ASSIGNED TASK:
With the line containing "const c = document.querySelector('canvas').getContext('2d');" as the final line, restate exactly every line of the data below from the first one onward, and copy no pictures.

EXTRACTED DATA:
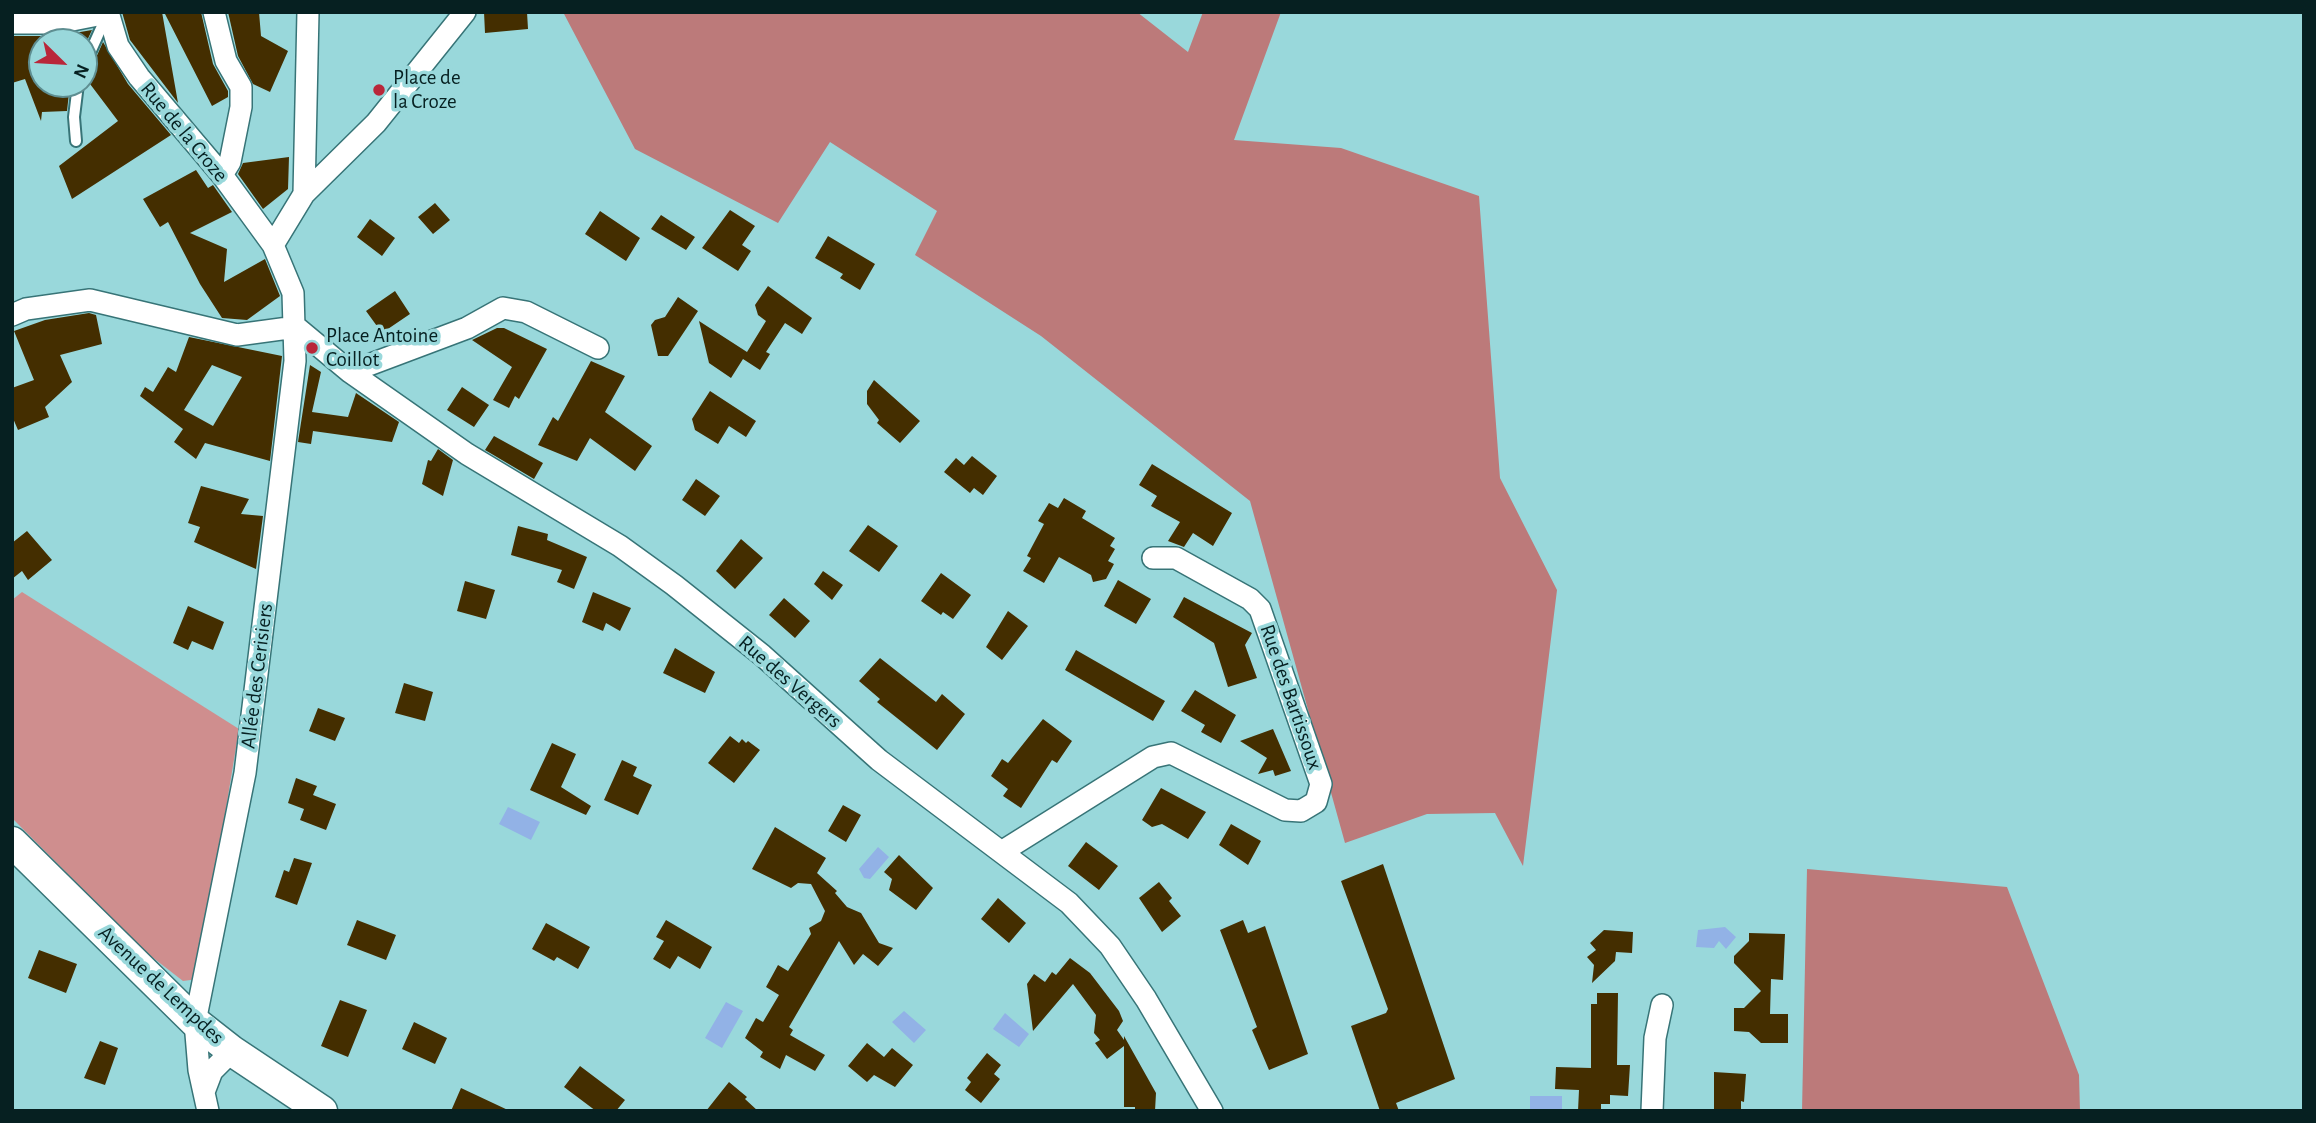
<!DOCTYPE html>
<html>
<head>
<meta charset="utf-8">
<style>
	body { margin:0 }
	#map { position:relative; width:2316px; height:1123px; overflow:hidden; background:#99d8db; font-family:"Alegreya Sans",sans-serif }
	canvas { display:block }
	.frame { position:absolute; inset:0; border:14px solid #062021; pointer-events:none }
	.north { position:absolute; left:28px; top:28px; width:70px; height:70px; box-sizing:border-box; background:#99d8db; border:2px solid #5e8e91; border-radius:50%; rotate:114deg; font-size:19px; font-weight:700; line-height:28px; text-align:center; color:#062021 }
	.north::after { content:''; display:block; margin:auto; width:24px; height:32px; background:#b9273a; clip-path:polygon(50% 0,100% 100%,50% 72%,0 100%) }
</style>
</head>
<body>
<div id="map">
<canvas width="2316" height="1123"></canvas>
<div class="frame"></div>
<div class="north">N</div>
</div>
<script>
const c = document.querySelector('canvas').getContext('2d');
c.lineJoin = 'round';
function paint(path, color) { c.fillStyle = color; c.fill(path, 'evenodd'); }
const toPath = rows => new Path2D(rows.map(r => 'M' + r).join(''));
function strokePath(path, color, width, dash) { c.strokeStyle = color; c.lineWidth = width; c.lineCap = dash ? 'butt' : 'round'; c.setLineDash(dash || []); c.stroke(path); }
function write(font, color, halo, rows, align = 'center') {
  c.font = font + ' "Alegreya Sans",sans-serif'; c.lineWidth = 7; c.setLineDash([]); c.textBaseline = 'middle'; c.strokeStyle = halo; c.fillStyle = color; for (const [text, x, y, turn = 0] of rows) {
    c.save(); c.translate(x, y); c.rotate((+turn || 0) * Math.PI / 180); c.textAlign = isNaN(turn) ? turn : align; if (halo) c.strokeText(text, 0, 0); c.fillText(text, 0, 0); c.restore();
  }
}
const green = toPath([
	[22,592,239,729,198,979,183,981,143,950,12,818,12,600]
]);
const forest = toPath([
	[563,12,1137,12,1188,52,1203,12,1281,12,1234,140,1341,148,1479,196,1500,478,1557,590,1523,866,1495,813,1427,814,1345,843,1250,501,1041,336,915,255,937,211,830,142,778,223,635,149],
	[1807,869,2007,887,2079,1075,2080,1111,1802,1111]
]);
const water = toPath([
	[508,807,540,822,531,840,499,824],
	[878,847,889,857,870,879,864,878,859,869],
	[1725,927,1736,937,1726,949,1719,941,1714,948,1696,947,1698,930],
	[726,1002,743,1011,722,1048,705,1038],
	[904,1011,926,1030,914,1043,892,1022],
	[1005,1013,1029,1034,1019,1047,993,1029],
	[1530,1096,1562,1096,1562,1110,1530,1109]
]);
const building = toPath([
	[122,12,162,12,178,103,130,40],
	[164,12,201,12,213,64,228,91,228,97,212,106],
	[228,12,259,12,261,36,288,51,270,92,253,84,238,56],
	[484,12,527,12,528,29,485,33],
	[92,30,84,47,84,42,42,42,42,84,70,84,67,111,42,112,41,121,25,79,12,83,12,36,57,36],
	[103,42,128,84,171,135,72,199,59,166,118,121,84,76,91,69],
	[289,157,288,189,263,209,238,174,243,163],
	[196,170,208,188,213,185,232,212,190,233,227,249,224,282,265,259,280,296,247,320,222,318,200,284,168,222,160,227,143,199],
	[435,203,450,220,433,234,418,217],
	[730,210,755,226,742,245,751,251,738,271,702,248],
	[600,211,640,238,626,261,585,234],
	[661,215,695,237,686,250,651,229],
	[370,219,395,238,382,256,357,237],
	[828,236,875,264,860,290,840,278,843,274,815,258],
	[768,286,812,318,802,334,785,323,766,352,770,354,760,370,743,359,731,378,709,363,699,321,747,352,766,321,758,315,755,305],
	[395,291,410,314,382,333,366,311],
	[678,297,698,311,668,356,658,356,651,325,655,320,665,317],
	[89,313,96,315,102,344,60,355,72,382,45,407,49,417,18,430,12,416,12,388,34,380,14,331,45,320],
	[497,328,504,328,547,349,519,399,515,396,509,408,493,400,512,367,472,340],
	[189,337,282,356,270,461,205,443,196,459,174,442,183,429,140,396,145,387,153,392,168,367,176,372],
	[212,365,242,377,213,426,184,410],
	[591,361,625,376,605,412,652,446,635,471,590,438,577,461,538,445,553,417,558,421],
	[310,365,321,372,312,412,348,417,356,393,399,422,392,442,313,431,311,444,298,442],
	[874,380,920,421,900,443,877,423,879,420,867,404,867,391],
	[462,387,489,405,474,427,447,410],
	[710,391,756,421,746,437,729,426,718,444,695,430,692,419],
	[494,436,543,463,534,479,485,450],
	[438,449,453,460,443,496,422,484,428,460,431,461],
	[972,456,997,476,983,495,974,488,970,493,944,472,956,458,964,465],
	[1152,464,1232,513,1213,546,1193,533,1184,547,1168,541,1180,522,1151,506,1157,496,1139,485],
	[696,479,720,496,705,516,682,500],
	[201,486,249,499,241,514,263,516,256,569,194,542,200,527,188,523],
	[1064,498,1086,511,1082,518,1115,538,1110,546,1115,549,1108,561,1114,564,1106,579,1093,582,1091,575,1059,557,1044,583,1023,571,1031,558,1027,556,1044,524,1038,521,1049,503,1058,508],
	[868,525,898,546,879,572,849,551],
	[518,526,548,534,547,540,587,557,574,589,557,582,562,570,511,555],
	[27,531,52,560,28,580,22,571,12,579,12,543],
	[741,539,763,558,735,589,716,571],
	[823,571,843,585,832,600,814,584],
	[941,573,971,595,953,619,943,612,941,615,921,601],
	[1118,580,1151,599,1136,624,1104,606],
	[465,581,495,590,486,619,457,611],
	[593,592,631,608,620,631,606,623,603,631,582,622],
	[1184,597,1252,633,1245,645,1257,678,1228,687,1214,643,1173,617],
	[784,598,810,621,795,638,769,615],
	[188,606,224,622,213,650,192,641,188,650,173,643],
	[1008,611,1028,626,1002,660,986,647],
	[675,648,715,672,705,693,663,673],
	[1076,650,1165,701,1153,721,1065,670],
	[880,658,936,702,942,694,965,714,937,750,877,702,880,699,859,681],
	[404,683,433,692,425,721,395,713],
	[1195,690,1236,715,1221,743,1201,732,1205,725,1181,711],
	[318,708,345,718,335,741,309,731],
	[1043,719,1072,741,1057,763,1052,760,1021,808,1003,796,1008,789,991,776,1002,759,1008,763],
	[1273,729,1291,771,1275,776,1273,770,1258,774,1267,758,1240,741],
	[730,736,739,743,742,739,746,743,748,741,760,750,734,783,708,763],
	[552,743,576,754,561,787,591,806,586,815,530,790],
	[622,760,637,767,633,776,652,785,638,815,604,800],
	[296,778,317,786,313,795,336,804,326,830,300,820,304,809,288,803],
	[1161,788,1206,812,1188,839,1162,824,1152,827,1142,820],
	[843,805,861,815,846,842,828,831],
	[1231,824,1261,841,1248,865,1219,845],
	[775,827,826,858,817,873,837,891,835,893,847,907,861,913,879,943,893,948,878,966,863,954,854,965,839,941,789,1027,793,1030,790,1035,825,1055,815,1071,786,1055,780,1069,760,1057,763,1052,745,1038,756,1018,763,1022,779,995,766,987,778,965,788,971,811,934,809,928,821,921,825,911,811,884,798,883,791,888,752,869],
	[1086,842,1118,866,1099,890,1068,866],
	[899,855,933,888,916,910,889,890,892,879,884,872],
	[294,858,312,863,297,905,275,897,284,870,289,872],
	[1383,864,1455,1079,1396,1103,1399,1111,1380,1111,1351,1026,1386,1013,1388,1009,1341,881],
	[1159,882,1172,898,1169,901,1181,916,1162,932,1139,898],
	[998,898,1026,923,1009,943,981,919],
	[357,920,396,935,386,960,347,945],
	[666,920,712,947,700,969,678,956,670,969,653,959,664,941,656,937],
	[1243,920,1248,933,1265,926,1308,1054,1269,1070,1252,1030,1257,1027,1220,930],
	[546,923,590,947,578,969,557,957,554,961,532,949],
	[1604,930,1633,932,1632,953,1616,952,1615,961,1592,983,1594,965,1587,957,1596,950,1590,943],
	[1749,933,1785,934,1783,980,1771,979,1770,1014,1788,1014,1788,1043,1761,1043,1749,1032,1734,1031,1734,1008,1744,1008,1761,991,1734,963,1734,956,1749,941],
	[39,950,77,964,66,993,28,978],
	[1070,958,1090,973,1119,1011,1123,1021,1117,1030,1124,1040,1124,1036,1156,1093,1155,1111,1135,1111,1135,1107,1124,1107,1124,1046,1107,1059,1095,1043,1100,1040,1094,1033,1096,1015,1073,984,1033,1031,1027,984,1034,974,1045,982,1052,972,1056,975],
	[1597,993,1618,993,1617,1065,1630,1065,1628,1096,1610,1095,1610,1104,1601,1104,1601,1111,1578,1111,1579,1090,1555,1089,1556,1067,1591,1068,1591,1004,1597,1004],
	[340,1000,367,1010,348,1057,321,1046],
	[414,1022,447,1038,435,1064,402,1049],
	[100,1041,118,1048,105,1085,84,1078],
	[867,1043,884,1057,892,1048,913,1065,895,1087,874,1075,867,1082,848,1066],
	[987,1053,1001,1065,994,1074,1000,1079,981,1103,965,1090,971,1082,967,1078],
	[580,1066,625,1100,616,1111,596,1111,564,1087],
	[1714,1072,1746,1074,1744,1102,1741,1101,1741,1111,1714,1111],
	[729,1082,747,1097,745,1099,758,1111,706,1111],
	[461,1088,510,1111,451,1111]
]);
const lane = toPath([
	[84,66,107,15],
	[76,141,74,117,78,84]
]);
const street = toPath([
	[108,12,118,46,139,77,222,175,273,245,293,293,295,361,245,773,195,1022,199,1070,208,1111],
	[214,12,226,61,241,87,241,107,230,162,222,175],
	[12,23,57,23,108,13],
	[304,194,376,123,465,12],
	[273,245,304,194,308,12],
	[12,315,26,309,90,300,237,335,296,327],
	[296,327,350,372,467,454,620,546,674,585,762,655,879,760,1069,903,1110,946,1146,999,1212,1111],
	[350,372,467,328,503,308,526,312,598,348],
	[1003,851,1153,757,1171,753,1285,810,1301,811,1316,802,1321,784,1260,609,1250,599,1176,558,1153,558],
	[204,1092,212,1071,232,1051],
	[1652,1111,1655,1038,1662,1005]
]);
const secondary = toPath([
	[12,842,195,1022,232,1051,322,1111]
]);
const markers = [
	[379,90,7,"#b9273a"],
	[312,348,7,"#b9273a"]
];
const poiNames = [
	["Place de",393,78],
	["la Croze",393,102],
	["Place Antoine",326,336],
	["Coillot",326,360]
];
const streetNames = [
	["Rue de la Croze",184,132,50],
	["Allée des Cerisiers",257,676,-83],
	["Rue des Vergers",790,682,41],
	["Rue des Bartissoux",1291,697,71],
	["Avenue de Lempdes",161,985,43]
];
paint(green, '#cf8e8e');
paint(forest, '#bc7a7a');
paint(water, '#92b2e6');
paint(building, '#442e00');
strokePath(lane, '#377477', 14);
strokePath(street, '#377477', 24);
strokePath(secondary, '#377477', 33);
strokePath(lane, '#fff', 10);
strokePath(street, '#fff', 21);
strokePath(secondary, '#fff', 30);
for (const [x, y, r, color] of markers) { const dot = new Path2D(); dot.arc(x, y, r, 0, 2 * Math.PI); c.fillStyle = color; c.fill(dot); strokePath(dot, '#99d8db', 2.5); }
write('21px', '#062021', '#99d8db', poiNames, 'left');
write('21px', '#062021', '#99d8db', streetNames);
</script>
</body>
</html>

ANSWER SECTION:
<!DOCTYPE html>
<html>
<head>
<meta charset="utf-8">
<style>
	body { margin:0 }
	#map { position:relative; width:2316px; height:1123px; overflow:hidden; background:#99d8db; font-family:"Alegreya Sans",sans-serif }
	canvas { display:block }
	.frame { position:absolute; inset:0; border:14px solid #062021; pointer-events:none }
	.north { position:absolute; left:28px; top:28px; width:70px; height:70px; box-sizing:border-box; background:#99d8db; border:2px solid #5e8e91; border-radius:50%; rotate:114deg; font-size:19px; font-weight:700; line-height:28px; text-align:center; color:#062021 }
	.north::after { content:''; display:block; margin:auto; width:24px; height:32px; background:#b9273a; clip-path:polygon(50% 0,100% 100%,50% 72%,0 100%) }
</style>
</head>
<body>
<div id="map">
<canvas width="2316" height="1123"></canvas>
<div class="frame"></div>
<div class="north">N</div>
</div>
<script>
const c = document.querySelector('canvas').getContext('2d');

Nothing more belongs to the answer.